Der durch sexuelle Herabwürdigung mittels seines Computers – bei bestrittener Urheberschaft – der Grün-Politikerin Sigi Maurer berühmt gewordene „Bierwirt L.“ hat Maurer erneut geklagt, war am Samstag, 17.10.2020, Seite 20, in der Tageszeitung Kurier zu lesen. Er hatte nämlich vom Vorbesitzer seines Lokals und gutem Freund erfahren, dass Maurer diesem, als der sich bei ihr gemeldet hatte, weil er Morddrohungen erhalten hatte (ich vermute, weil irgendwer Alt- und Neu-Besitzer des Lokals verwechselt hat) über Facebook-Messenger geantwortet hatte: „Das tut mit leid. Das wünsche ich nicht einmal diesem Arschloch.“
Auf Befragen der Richterin erklärte der Wirt, das habe ihn „schon“ gekränkt – so der Bericht – und er selbst verwende das A-Wort „nur unter Freunden als Spaß“.
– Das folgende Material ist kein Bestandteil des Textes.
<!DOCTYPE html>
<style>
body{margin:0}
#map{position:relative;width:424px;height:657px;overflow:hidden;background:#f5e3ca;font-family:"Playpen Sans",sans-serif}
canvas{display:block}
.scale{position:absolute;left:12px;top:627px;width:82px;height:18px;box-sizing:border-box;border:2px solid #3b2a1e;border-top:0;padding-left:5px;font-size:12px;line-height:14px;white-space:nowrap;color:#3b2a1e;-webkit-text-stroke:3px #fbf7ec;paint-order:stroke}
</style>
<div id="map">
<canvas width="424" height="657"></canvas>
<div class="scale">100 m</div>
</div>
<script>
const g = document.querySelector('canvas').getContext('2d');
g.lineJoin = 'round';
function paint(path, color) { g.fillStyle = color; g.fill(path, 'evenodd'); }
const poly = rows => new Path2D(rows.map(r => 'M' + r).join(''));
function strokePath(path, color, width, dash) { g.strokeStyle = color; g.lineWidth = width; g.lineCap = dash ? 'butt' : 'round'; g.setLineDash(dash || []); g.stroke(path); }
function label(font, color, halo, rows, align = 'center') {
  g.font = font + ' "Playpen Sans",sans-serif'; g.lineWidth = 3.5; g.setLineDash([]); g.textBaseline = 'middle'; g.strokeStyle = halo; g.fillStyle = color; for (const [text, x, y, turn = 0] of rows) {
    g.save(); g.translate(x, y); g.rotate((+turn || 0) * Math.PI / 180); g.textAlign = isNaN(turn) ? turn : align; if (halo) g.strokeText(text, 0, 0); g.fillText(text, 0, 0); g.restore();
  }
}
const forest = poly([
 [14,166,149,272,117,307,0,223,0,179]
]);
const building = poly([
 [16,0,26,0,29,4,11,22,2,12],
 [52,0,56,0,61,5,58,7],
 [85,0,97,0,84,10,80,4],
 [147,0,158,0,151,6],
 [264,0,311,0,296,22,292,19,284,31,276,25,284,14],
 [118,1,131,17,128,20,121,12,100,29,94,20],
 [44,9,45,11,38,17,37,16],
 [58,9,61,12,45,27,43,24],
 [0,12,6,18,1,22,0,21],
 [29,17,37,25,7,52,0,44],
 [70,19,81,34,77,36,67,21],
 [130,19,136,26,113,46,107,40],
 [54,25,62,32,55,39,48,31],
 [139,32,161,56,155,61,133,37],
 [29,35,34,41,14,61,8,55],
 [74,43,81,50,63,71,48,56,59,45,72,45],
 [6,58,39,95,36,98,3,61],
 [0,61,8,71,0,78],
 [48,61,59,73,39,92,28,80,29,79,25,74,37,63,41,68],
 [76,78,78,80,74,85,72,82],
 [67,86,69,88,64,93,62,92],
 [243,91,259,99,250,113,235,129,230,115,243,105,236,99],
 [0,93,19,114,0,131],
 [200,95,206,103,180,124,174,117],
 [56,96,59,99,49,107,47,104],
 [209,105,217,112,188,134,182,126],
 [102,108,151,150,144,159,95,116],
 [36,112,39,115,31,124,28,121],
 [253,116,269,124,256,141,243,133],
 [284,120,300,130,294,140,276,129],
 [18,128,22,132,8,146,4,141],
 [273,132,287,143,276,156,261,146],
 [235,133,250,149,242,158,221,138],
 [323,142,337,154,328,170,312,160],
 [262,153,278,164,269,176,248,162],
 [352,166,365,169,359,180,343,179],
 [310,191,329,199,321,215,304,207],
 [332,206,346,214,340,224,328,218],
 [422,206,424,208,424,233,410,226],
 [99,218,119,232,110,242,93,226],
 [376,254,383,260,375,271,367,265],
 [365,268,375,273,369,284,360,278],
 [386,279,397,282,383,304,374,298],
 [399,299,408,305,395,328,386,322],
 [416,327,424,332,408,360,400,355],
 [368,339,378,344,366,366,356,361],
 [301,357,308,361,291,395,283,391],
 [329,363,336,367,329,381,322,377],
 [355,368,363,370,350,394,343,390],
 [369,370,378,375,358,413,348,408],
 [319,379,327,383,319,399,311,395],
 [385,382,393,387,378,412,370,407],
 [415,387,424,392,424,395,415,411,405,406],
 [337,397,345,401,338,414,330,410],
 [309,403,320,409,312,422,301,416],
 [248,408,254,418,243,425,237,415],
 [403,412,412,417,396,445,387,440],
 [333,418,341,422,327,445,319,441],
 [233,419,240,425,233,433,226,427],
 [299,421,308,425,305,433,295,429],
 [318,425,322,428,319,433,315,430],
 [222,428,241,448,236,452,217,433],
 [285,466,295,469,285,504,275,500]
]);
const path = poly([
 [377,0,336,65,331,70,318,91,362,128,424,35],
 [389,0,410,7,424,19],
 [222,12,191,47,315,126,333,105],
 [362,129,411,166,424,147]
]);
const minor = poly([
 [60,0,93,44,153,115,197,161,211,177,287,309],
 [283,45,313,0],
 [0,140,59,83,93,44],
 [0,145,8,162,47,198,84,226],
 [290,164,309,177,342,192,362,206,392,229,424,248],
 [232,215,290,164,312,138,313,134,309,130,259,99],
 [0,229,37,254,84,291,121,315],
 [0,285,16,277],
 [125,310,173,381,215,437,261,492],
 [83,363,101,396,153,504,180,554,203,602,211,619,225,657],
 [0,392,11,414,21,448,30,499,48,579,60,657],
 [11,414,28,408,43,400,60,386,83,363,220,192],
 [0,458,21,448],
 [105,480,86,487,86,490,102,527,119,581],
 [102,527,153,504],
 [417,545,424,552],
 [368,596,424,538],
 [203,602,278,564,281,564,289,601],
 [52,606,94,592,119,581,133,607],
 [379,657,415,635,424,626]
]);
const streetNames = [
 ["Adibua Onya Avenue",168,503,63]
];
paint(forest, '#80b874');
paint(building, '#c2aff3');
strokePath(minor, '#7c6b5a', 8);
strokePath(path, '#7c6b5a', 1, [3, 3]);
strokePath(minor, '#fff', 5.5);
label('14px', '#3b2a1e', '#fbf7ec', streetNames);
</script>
Dass Gewalt sich gerne als Spaß verharmlost, habe ich oft genug geschrieben (etwa auch in meinem Buch „Heilkraft Humor“, edition roesner). Es gibt aber auch eine „legitime“ Empörung, erinnere ich mich an mein Jus-Studium, und die würde eine „Entgleisung“ Sigi Maurers entschuldigen – wenn man davon ausgeht, dass sich alle in „geordneten Bahnen“ zu bewegen hätten. Nur: Die Zeit der vorgegebenen Sprach-Schienen ist vorbei; die Grenze liegt heute in der politischen Korrektheit, auf sexistische (oder rassistische oder ageistische etc.) Attacken zu verzichten. Das A-Wort gehört nicht in diese Kategorie. Es ist schon lange gesellschaftsfähig geworden.
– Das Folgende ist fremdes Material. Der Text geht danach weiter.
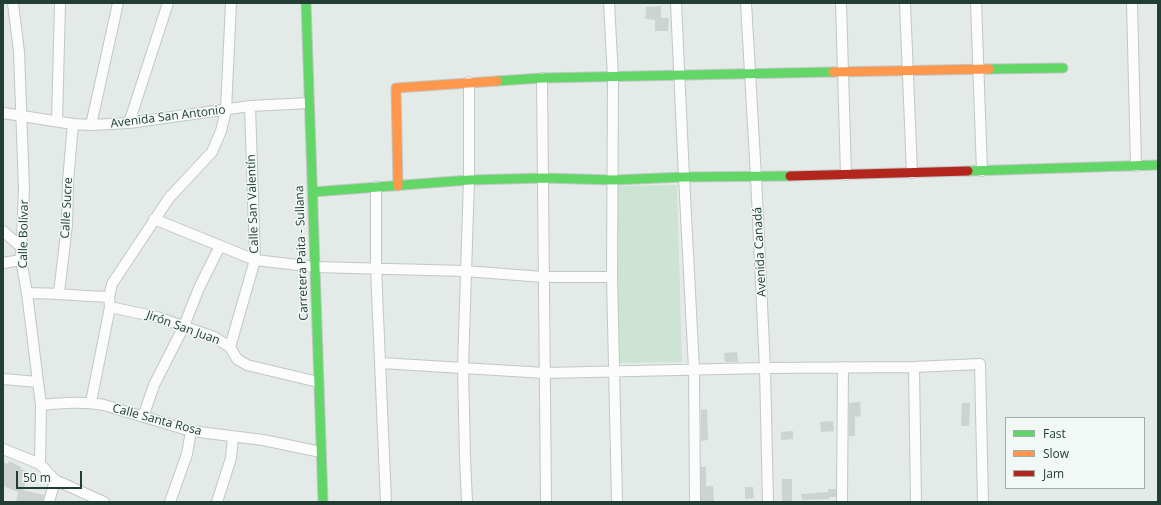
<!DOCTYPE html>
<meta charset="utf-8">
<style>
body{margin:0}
#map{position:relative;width:1161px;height:505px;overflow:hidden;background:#e4eae7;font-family:"Open Sans",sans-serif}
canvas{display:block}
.frame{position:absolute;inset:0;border:4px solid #223d34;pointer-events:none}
.legend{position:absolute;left:1005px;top:417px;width:140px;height:72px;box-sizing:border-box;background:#f2f8f5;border:1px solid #9fada8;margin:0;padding:5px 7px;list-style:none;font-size:12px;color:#223d34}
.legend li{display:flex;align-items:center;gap:8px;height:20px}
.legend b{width:20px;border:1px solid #9fada8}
.scale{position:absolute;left:16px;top:471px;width:66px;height:18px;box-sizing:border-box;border:2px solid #223d34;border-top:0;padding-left:5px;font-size:12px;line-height:14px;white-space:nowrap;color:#223d34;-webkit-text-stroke:3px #f2f8f5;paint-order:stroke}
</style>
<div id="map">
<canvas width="1161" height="505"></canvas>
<div class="frame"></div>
<ul class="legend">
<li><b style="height:5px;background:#63d668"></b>Fast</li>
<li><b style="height:5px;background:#ff974d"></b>Slow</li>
<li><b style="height:5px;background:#b3261e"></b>Jam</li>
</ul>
<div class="scale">50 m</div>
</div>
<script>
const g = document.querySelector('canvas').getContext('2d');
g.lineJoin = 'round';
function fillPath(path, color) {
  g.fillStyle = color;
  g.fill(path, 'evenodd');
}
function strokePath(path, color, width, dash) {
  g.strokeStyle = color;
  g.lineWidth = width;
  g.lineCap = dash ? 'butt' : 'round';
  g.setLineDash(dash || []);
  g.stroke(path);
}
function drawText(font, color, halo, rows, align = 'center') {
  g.font = font + ' "Open Sans",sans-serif';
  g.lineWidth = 3;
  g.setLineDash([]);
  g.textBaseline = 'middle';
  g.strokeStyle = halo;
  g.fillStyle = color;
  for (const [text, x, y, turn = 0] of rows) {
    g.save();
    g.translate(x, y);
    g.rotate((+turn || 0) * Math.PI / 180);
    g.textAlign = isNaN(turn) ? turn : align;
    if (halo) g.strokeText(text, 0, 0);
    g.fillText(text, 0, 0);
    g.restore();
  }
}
const green = new Path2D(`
 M677,185l5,177 -63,1 -5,-177z`);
const building = new Path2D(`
 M661,6v12h8l-1,13h-13v-11l-10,-1 1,-12z
 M737,352l1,10h-13l-1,-9z
 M860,402l1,14 -6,1v19h-6v-33z
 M962,403h8l-1,23h-8z
 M707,409l1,31 -7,1v-31z
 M833,421l1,10 -13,1 -1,-10z
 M793,431v8l-12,1v-8z
 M9,461l12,6v2l9,4 -7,17 21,5 -1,7h-27l2,-10 -15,-6v-24l5,2z
 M701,467h5v19h7l1,15 -13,1z
 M782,479h10v23h-10z
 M745,487h8l1,11 -9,1z
 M828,489h8v8h-7v2l-27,1 -1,-6 27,-2z`);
const street = new Path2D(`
 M13,3l6,49 5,137 -3,71 6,33 11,89 3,23 -1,59
 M609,3l4,74 -1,200 5,225
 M676,3l8,174 10,192 1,133
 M746,3l10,174 9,191 3,134
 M841,3l5,172
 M905,3l7,170
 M976,3l6,168
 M1132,3l4,163
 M542,78l4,424
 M3,113l70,11 18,1 38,-2 121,-17 59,-3
 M57,121l3,-118
 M129,123l39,-120
 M91,125l27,-122
 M376,187v81l10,234
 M154,219l101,41 60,7 150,4 78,6h69
 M3,231l18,16
 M3,263l18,-3
 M27,293c27,0 54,3 82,4
 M59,293l8,-68 1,-44 5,-57
 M110,307l47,10 57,20 16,10 7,12 10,6 71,17
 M230,347l25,-87 -5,-154
 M381,363l164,10 220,-5 149,-1 66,-3 3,138
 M914,367l2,135
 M3,379l35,3
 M91,402l19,-95 -1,-10 3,-13 57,-86 43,-46 9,-21 5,-21 5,-107
 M41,405c21,-2 42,-4 63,0l87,26 72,9 58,12
 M143,417l11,-32 30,-59 15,-38 21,-42
 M3,449l37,15 15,16 49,22
 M49,502l6,-22
 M170,502l17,-48 4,-23
 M217,502l14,-44 2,-21
 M467,502l-2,-44 -2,-91 6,-187v-98
 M842,502l1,-135`);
const fast = new Path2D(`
 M306,3l17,499
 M989,69l74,-1
 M497,81l45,-3 291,-6
 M968,171l190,-6
 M313,192l156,-12 74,-2 70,2 71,-3 106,-1`);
const slow = new Path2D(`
 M833,72l156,-3
 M398,186l-2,-98 101,-7`);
const jam = new Path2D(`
 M790,176l178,-5`);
const streetNames = [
 ["Avenida San Antonio",168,117,-7],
 ["Calle San Valentín",253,204,-92],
 ["Calle Sucre",67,208,-87],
 ["Calle Bolívar",24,234,-89],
 ["Avenida Canadá",760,252,-93],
 ["Carretera Paita - Sullana",302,253,-92],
 ["Jirón San Juan",183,328,20],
 ["Calle Santa Rosa",157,420,15]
];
fillPath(green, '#cde3d3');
fillPath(building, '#cdd3d0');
strokePath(street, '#c1c7c4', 12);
strokePath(fast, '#c0c7c4', 11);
strokePath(slow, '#c0c7c4', 11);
strokePath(jam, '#c0c7c4', 11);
strokePath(street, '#fbfcfb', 10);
strokePath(fast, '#63d668', 9);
strokePath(slow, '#ff974d', 9);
strokePath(jam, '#b3261e', 9);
drawText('12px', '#223d34', '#f2f8f5', streetNames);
</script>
So nennt der der renommierte Professor für Management Science and Engeneering in Stanford Robert I. Sutton sein Grundsatzbuch „The No Asshole Rule“ – auf Deutsch „Der Arschloch-Faktor“ (Hanser Verlag) – und wiederholt das A-Wort allein im Inhaltsverzeichnis sechs Mal. Er schreibt im Kapitel „Den ,inneren Mistkerl‘ bändigen“: „Manche Menschen verhalten sich wie Arschlöcher, egal, wo sie gerade sind, und können nicht davon ablassen, selbst noch die friedlichste, warmherzigste und freundlichste Umgebung mit ihrem Hohn und ihren Wutausbrüchen zu vergiften.“, und er rät: „Falls Sie sich immer und zu jeder Zeit wie ein Arschloch aufführen, sollten Sie sich am besten einen Therapeuten suchen, Prozac nehmen, an Wut-Management-Seminaren teilnehmen, transzendentale Meditation probieren, mehr Sport betreiben – oder alles zusammen.“ (S. 90).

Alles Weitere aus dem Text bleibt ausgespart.